§ **The task**
Exactly as written, transcribe the data that follows.

[Items from a data source]

==============================

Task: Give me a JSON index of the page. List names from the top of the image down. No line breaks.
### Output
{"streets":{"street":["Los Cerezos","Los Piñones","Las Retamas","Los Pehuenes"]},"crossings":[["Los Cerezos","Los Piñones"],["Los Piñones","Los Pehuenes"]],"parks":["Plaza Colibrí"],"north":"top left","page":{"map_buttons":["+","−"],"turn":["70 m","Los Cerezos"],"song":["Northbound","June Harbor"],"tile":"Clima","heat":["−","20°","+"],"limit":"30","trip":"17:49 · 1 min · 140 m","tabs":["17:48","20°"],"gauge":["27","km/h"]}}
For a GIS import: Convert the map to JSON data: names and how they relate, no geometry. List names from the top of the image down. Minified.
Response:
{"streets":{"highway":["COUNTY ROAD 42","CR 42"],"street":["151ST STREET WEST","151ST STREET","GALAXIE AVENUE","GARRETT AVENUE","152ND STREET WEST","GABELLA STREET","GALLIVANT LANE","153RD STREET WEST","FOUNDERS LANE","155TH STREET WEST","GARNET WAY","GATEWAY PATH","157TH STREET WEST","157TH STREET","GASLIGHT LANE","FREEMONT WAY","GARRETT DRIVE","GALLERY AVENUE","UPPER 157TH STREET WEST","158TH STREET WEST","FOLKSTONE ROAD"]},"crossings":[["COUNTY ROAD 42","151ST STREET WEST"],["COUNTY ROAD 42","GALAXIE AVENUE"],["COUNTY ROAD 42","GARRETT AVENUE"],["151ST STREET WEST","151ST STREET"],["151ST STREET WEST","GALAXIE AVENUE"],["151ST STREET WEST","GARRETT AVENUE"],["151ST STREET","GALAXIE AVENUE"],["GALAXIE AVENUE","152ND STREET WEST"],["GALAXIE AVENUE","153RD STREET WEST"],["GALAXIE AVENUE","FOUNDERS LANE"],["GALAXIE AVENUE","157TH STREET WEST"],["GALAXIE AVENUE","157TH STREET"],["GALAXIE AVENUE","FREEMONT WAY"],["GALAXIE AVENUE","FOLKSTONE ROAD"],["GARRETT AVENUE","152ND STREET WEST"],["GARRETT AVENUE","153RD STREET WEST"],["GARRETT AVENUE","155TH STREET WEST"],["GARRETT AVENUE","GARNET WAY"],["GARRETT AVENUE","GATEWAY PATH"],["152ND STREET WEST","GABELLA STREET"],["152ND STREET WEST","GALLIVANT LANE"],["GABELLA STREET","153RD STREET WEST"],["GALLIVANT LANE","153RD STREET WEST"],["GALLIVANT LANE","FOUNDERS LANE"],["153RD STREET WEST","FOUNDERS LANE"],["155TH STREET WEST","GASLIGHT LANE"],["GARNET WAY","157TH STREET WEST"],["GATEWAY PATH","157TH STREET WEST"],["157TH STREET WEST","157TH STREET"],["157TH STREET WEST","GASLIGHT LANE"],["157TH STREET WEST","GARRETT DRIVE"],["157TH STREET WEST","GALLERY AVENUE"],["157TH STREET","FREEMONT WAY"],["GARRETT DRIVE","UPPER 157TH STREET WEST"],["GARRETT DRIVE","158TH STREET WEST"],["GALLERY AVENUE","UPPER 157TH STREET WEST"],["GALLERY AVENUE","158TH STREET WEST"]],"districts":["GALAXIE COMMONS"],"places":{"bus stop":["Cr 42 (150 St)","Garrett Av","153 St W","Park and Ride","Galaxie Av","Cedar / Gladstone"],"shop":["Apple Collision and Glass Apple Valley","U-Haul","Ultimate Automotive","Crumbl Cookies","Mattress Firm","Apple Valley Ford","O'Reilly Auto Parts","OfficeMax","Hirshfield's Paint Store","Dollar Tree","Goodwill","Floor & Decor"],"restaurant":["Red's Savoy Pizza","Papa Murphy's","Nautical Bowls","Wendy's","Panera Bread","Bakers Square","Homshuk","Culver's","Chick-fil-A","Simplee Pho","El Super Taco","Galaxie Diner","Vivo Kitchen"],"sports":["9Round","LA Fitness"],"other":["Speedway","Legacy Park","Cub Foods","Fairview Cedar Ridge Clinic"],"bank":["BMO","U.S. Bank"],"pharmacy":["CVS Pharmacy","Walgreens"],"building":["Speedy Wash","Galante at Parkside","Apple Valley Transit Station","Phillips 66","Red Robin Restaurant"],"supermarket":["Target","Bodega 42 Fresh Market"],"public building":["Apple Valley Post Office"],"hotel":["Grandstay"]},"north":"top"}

==============================

§ **Result of this exercise**
Task: Give me a JSON index of the page. List names from the top of the image down. No line breaks.
### Output
{"streets":{"street":["Los Cerezos","Los Piñones","Las Retamas","Los Pehuenes"]},"crossings":[["Los Cerezos","Los Piñones"],["Los Piñones","Los Pehuenes"]],"parks":["Plaza Colibrí"],"north":"top left","page":{"map_buttons":["+","−"],"turn":["70 m","Los Cerezos"],"song":["Northbound","June Harbor"],"tile":"Clima","heat":["−","20°","+"],"limit":"30","trip":"17:49 · 1 min · 140 m","tabs":["17:48","20°"],"gauge":["27","km/h"]}}
For a GIS import: Convert the map to JSON data: names and how they relate, no geometry. List names from the top of the image down. Minified.
Response:
{"streets":{"highway":["COUNTY ROAD 42","CR 42"],"street":["151ST STREET WEST","151ST STREET","GALAXIE AVENUE","GARRETT AVENUE","152ND STREET WEST","GABELLA STREET","GALLIVANT LANE","153RD STREET WEST","FOUNDERS LANE","155TH STREET WEST","GARNET WAY","GATEWAY PATH","157TH STREET WEST","157TH STREET","GASLIGHT LANE","FREEMONT WAY","GARRETT DRIVE","GALLERY AVENUE","UPPER 157TH STREET WEST","158TH STREET WEST","FOLKSTONE ROAD"]},"crossings":[["COUNTY ROAD 42","151ST STREET WEST"],["COUNTY ROAD 42","GALAXIE AVENUE"],["COUNTY ROAD 42","GARRETT AVENUE"],["151ST STREET WEST","151ST STREET"],["151ST STREET WEST","GALAXIE AVENUE"],["151ST STREET WEST","GARRETT AVENUE"],["151ST STREET","GALAXIE AVENUE"],["GALAXIE AVENUE","152ND STREET WEST"],["GALAXIE AVENUE","153RD STREET WEST"],["GALAXIE AVENUE","FOUNDERS LANE"],["GALAXIE AVENUE","157TH STREET WEST"],["GALAXIE AVENUE","157TH STREET"],["GALAXIE AVENUE","FREEMONT WAY"],["GALAXIE AVENUE","FOLKSTONE ROAD"],["GARRETT AVENUE","152ND STREET WEST"],["GARRETT AVENUE","153RD STREET WEST"],["GARRETT AVENUE","155TH STREET WEST"],["GARRETT AVENUE","GARNET WAY"],["GARRETT AVENUE","GATEWAY PATH"],["152ND STREET WEST","GABELLA STREET"],["152ND STREET WEST","GALLIVANT LANE"],["GABELLA STREET","153RD STREET WEST"],["GALLIVANT LANE","153RD STREET WEST"],["GALLIVANT LANE","FOUNDERS LANE"],["153RD STREET WEST","FOUNDERS LANE"],["155TH STREET WEST","GASLIGHT LANE"],["GARNET WAY","157TH STREET WEST"],["GATEWAY PATH","157TH STREET WEST"],["157TH STREET WEST","157TH STREET"],["157TH STREET WEST","GASLIGHT LANE"],["157TH STREET WEST","GARRETT DRIVE"],["157TH STREET WEST","GALLERY AVENUE"],["157TH STREET","FREEMONT WAY"],["GARRETT DRIVE","UPPER 157TH STREET WEST"],["GARRETT DRIVE","158TH STREET WEST"],["GALLERY AVENUE","UPPER 157TH STREET WEST"],["GALLERY AVENUE","158TH STREET WEST"]],"districts":["GALAXIE COMMONS"],"places":{"bus stop":["Cr 42 (150 St)","Garrett Av","153 St W","Park and Ride","Galaxie Av","Cedar / Gladstone"],"shop":["Apple Collision and Glass Apple Valley","U-Haul","Ultimate Automotive","Crumbl Cookies","Mattress Firm","Apple Valley Ford","O'Reilly Auto Parts","OfficeMax","Hirshfield's Paint Store","Dollar Tree","Goodwill","Floor & Decor"],"restaurant":["Red's Savoy Pizza","Papa Murphy's","Nautical Bowls","Wendy's","Panera Bread","Bakers Square","Homshuk","Culver's","Chick-fil-A","Simplee Pho","El Super Taco","Galaxie Diner","Vivo Kitchen"],"sports":["9Round","LA Fitness"],"other":["Speedway","Legacy Park","Cub Foods","Fairview Cedar Ridge Clinic"],"bank":["BMO","U.S. Bank"],"pharmacy":["CVS Pharmacy","Walgreens"],"building":["Speedy Wash","Galante at Parkside","Apple Valley Transit Station","Phillips 66","Red Robin Restaurant"],"supermarket":["Target","Bodega 42 Fresh Market"],"public building":["Apple Valley Post Office"],"hotel":["Grandstay"]},"north":"top"}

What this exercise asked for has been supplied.